#### Data to process ####

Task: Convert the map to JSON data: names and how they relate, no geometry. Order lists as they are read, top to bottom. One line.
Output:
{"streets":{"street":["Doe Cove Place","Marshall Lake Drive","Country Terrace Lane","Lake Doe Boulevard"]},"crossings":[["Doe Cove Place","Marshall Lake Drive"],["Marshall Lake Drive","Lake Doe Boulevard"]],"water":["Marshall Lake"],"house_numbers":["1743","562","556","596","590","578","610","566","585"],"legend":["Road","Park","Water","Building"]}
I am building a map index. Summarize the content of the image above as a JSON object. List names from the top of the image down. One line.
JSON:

####
#### Data to process ####

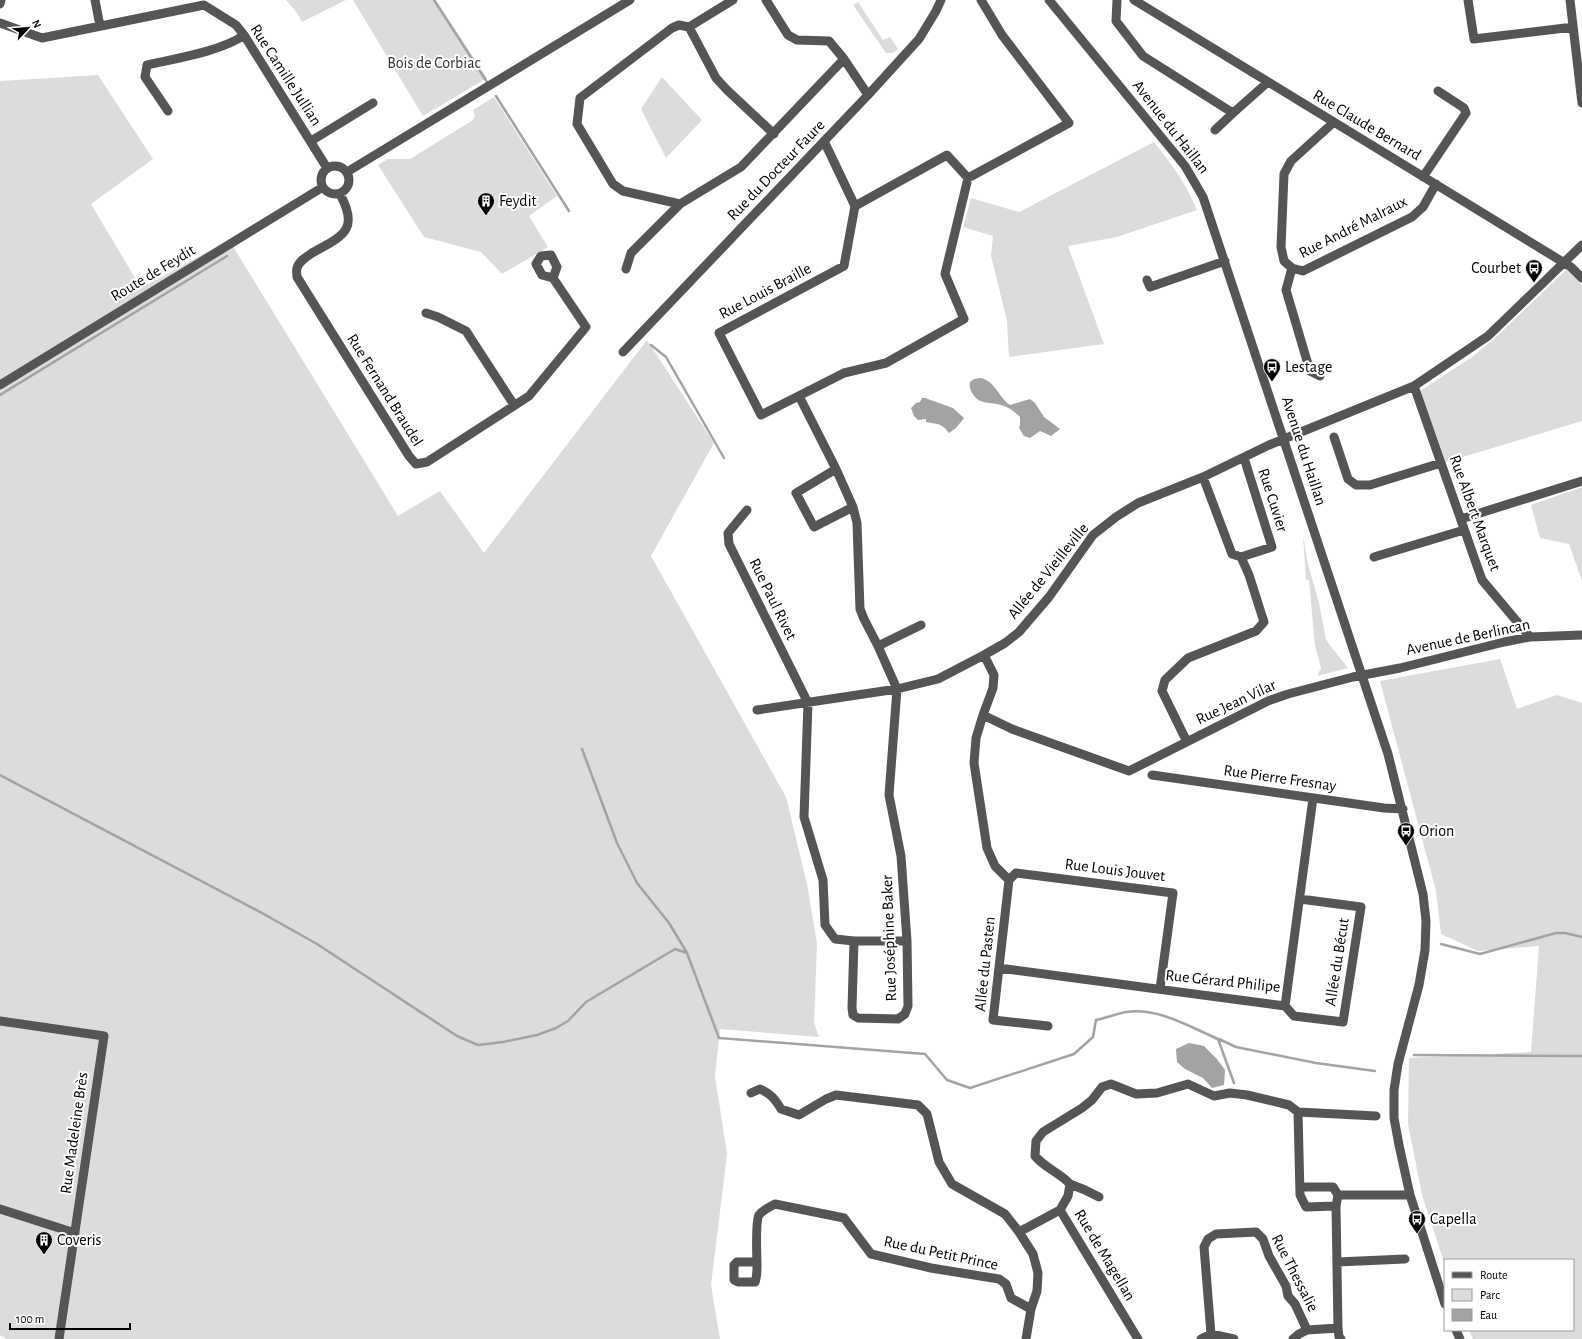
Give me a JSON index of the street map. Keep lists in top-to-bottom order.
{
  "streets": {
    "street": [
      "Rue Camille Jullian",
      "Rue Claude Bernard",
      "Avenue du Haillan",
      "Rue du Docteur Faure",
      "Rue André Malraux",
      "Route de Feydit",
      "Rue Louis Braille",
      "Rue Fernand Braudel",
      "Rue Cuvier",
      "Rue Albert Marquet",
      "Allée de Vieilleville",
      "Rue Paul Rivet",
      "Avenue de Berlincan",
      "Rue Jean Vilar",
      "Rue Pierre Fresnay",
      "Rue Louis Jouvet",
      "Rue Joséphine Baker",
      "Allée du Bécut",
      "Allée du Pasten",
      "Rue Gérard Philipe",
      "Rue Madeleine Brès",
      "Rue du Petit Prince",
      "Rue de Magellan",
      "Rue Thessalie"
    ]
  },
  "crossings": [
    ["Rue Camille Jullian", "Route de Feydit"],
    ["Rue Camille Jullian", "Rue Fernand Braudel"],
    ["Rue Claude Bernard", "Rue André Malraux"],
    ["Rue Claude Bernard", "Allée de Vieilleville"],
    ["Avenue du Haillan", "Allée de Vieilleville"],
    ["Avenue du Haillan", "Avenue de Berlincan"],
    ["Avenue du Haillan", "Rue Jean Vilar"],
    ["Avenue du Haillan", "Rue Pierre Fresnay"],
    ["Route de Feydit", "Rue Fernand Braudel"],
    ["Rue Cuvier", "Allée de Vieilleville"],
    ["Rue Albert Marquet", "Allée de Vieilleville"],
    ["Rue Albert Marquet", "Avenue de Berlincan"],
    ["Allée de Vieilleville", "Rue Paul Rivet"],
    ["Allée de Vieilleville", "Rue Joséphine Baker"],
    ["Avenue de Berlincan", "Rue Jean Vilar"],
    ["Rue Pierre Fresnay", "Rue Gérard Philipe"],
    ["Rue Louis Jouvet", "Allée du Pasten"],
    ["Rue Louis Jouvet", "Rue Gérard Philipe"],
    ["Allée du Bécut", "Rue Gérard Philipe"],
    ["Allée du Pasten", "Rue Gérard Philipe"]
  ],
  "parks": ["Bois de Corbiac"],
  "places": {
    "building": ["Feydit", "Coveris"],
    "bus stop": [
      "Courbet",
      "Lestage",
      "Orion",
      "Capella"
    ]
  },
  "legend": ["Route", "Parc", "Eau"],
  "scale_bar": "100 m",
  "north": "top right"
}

####

About this exercise: If a line in the records above contains "names", copy that line.

Response area:
Task: Convert the map to JSON data: names and how they relate, no geometry. Order lists as they are read, top to bottom. One line.
I am building a map index. Summarize the content of the image above as a JSON object. List names from the top of the image down. One line.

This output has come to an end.